- Opening Delimiter -

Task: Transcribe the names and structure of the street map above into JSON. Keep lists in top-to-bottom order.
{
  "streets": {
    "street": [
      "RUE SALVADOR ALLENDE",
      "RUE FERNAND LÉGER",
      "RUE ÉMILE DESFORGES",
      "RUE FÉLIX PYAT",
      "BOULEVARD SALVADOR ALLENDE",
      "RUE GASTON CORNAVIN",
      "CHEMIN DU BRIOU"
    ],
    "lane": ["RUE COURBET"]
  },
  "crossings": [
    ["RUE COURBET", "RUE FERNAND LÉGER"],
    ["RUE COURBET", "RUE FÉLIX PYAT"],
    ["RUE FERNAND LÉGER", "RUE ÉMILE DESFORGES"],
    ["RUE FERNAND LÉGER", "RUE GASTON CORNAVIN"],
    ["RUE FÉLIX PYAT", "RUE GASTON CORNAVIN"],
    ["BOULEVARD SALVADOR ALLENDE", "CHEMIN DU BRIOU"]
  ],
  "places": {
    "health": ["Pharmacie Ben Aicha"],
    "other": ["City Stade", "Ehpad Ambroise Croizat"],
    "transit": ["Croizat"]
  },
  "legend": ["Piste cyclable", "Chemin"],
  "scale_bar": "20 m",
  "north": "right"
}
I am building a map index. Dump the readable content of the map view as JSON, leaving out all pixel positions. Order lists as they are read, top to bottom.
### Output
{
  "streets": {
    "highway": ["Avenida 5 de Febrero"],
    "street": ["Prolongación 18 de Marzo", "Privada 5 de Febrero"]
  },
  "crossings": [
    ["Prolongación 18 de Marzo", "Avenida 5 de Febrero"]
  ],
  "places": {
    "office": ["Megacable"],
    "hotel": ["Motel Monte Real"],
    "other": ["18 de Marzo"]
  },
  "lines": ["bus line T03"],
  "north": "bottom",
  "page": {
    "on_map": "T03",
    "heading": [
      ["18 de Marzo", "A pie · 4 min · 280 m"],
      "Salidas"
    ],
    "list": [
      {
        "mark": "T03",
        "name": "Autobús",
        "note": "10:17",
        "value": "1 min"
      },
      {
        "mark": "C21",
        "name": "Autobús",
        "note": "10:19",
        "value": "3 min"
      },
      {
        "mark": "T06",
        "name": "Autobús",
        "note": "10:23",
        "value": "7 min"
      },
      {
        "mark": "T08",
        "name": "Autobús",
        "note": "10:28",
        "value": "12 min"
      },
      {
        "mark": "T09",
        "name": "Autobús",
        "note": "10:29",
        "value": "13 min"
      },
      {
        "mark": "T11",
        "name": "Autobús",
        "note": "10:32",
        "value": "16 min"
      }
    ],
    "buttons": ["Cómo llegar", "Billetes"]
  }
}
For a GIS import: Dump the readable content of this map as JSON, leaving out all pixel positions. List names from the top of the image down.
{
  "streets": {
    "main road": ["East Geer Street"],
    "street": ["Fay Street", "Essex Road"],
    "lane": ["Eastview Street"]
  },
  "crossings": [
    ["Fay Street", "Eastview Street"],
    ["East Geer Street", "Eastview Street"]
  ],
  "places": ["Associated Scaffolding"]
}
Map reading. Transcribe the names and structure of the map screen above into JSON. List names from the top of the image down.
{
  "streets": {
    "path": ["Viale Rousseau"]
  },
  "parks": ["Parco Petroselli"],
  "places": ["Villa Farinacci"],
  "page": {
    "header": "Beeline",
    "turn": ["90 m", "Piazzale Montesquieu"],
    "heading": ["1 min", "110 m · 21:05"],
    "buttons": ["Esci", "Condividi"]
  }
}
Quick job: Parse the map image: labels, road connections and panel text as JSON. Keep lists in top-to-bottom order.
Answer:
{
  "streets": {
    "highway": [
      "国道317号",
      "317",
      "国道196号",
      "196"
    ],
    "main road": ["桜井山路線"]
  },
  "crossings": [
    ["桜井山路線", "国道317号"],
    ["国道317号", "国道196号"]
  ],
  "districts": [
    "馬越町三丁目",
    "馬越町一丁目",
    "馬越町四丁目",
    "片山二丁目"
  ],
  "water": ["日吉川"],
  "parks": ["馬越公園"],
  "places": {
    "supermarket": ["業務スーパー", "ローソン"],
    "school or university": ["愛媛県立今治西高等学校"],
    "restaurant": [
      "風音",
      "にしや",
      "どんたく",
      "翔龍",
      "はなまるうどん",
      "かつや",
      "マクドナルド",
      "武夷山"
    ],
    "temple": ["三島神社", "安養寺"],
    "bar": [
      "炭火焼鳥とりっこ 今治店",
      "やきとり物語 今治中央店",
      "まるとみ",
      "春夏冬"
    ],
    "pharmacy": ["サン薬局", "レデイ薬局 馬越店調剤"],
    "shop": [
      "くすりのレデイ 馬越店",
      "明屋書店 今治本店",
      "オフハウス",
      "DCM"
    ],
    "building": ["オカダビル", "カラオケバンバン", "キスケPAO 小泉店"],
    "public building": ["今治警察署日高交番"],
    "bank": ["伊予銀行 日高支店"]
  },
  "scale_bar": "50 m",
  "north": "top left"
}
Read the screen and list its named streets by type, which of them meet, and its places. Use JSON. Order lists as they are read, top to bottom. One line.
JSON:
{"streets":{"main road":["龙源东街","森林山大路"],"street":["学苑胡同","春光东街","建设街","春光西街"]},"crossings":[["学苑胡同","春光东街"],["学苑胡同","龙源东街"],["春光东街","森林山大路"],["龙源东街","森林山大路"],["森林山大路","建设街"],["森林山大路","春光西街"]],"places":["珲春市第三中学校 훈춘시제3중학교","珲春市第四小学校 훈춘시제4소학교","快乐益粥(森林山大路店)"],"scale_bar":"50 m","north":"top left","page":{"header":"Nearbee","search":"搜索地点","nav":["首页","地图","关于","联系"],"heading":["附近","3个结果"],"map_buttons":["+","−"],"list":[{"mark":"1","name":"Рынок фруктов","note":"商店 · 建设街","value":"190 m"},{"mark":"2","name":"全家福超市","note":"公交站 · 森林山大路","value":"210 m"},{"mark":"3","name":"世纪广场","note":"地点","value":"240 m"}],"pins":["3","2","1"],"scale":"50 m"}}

- Closing Delimiter -

TASK ITEM: When a line in the material above includes the word "they", copy that line.

EXERCISE SOLUTION:
I am building a map index. Dump the readable content of the map view as JSON, leaving out all pixel positions. Order lists as they are read, top to bottom.
Read the screen and list its named streets by type, which of them meet, and its places. Use JSON. Order lists as they are read, top to bottom. One line.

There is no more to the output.